3.bölüm
Tekrar o minik ağzından, "An- ne."kelimesi döküldüğünde daha fazla dayanamadı ve kolları arasına onu dahada hapsederken yanağından kocaman öptü.
" Allah'ım bu nasıl bir mutluluk böyle. Kalbim dayanmayacak." dediği sırada telefonundan gelen bildirim sesi ile bebeğinin yüzüne bakarken yatağa doğru ilerledi.
Akgün' ü tüm masumiyeti ile yüzüne bakıyordu ve kımıldanarak kolları arasından çıkmak istiyordu. Çok fazla sıkılmayı sevmiyordu.
Bebeğini yatağa yatırdığında telefonu eline aldı ve ekranı açarak mesajda yazanlara baktı.

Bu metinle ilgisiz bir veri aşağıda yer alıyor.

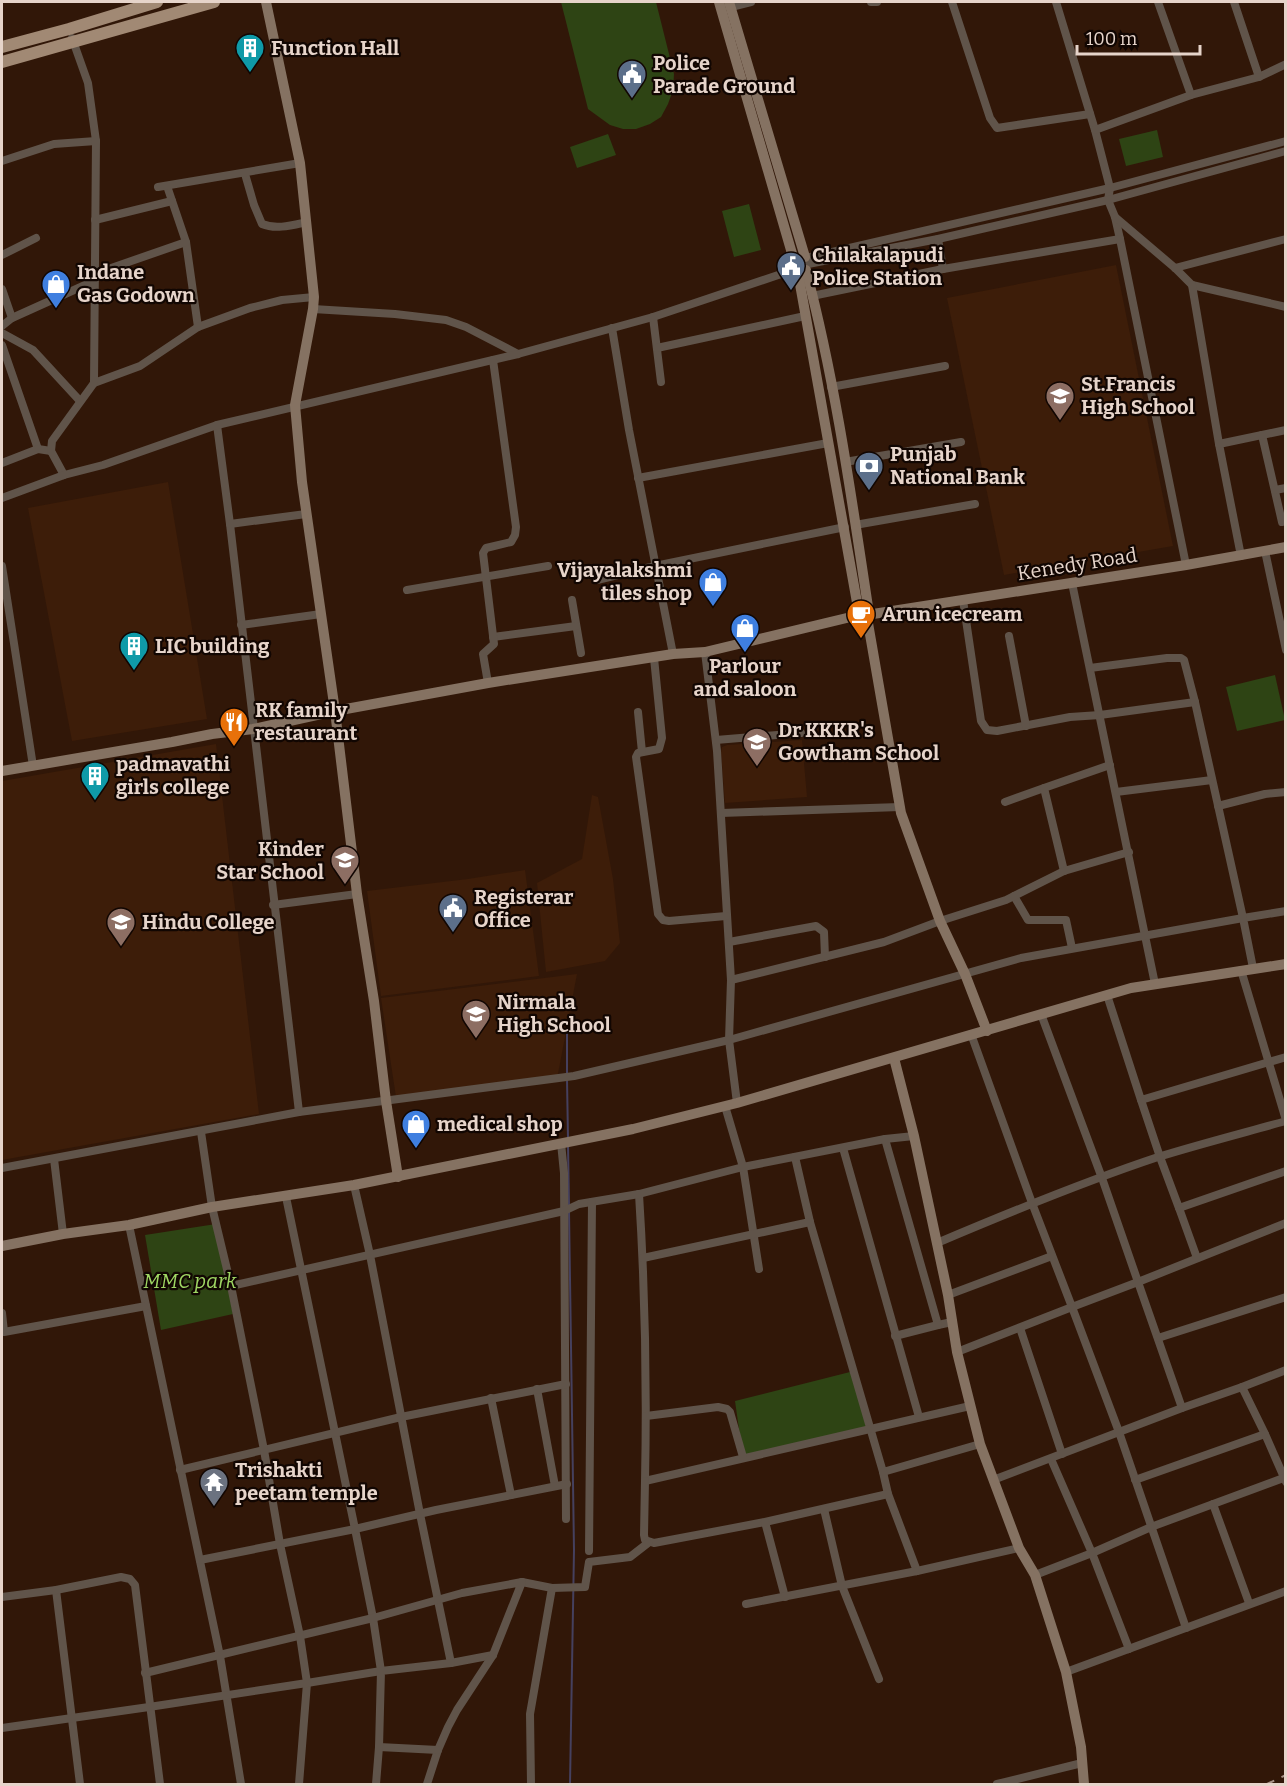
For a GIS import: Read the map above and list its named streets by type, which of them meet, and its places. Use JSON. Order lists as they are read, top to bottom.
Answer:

Okudukça yüzündeki gülümseme genişliyor, hissettiği coşkun duygular yüzünden yazanların garipliğini sezemiyordu.
Çünkü mesajda;
" Anne kelimesini duymanın verdiği mutluluğu bende yaşamak istiyorum. Baba diyeceği günü sabırsızlıkla bekliyorum."
yazıyordu.
Bebeğinin ağzından 'baba.'kelimesinide duymak istiyordu fakat bu adam kendilerini nasıl duyabiliyordu. Bebeğinin ağzından ilk çıkan kelimenin ' Anne.' olduğunu nasıl bilebiliyordu. Kendisinin hissettiği mutluluğa nasıl şahit olabiliyordu.
Merak duygusu git gide kabarıyordu. Bakışlarını telefondan çekti ve pencereye doğru ilerledi. Tekrar ağaçların oralarda bir yerlerde olabilir diye düşünerek bakışlarını gezdirdi. Hadi diyelim oradaydı ve kendilerini izliyordu. Duyma kısmı ne olacaktı.
Dışardan izlese dahi kendilerini duyamazdı. Bu uyuşmazlık ile bakışlarını odanın içerisine kaydırdı ve dinleme cihazı aramaya başladı. Bu sırada bebeği yatakta kımıldanıyor ve elleri ile oynuyordu. Etrafa gülücükler saçıyordu.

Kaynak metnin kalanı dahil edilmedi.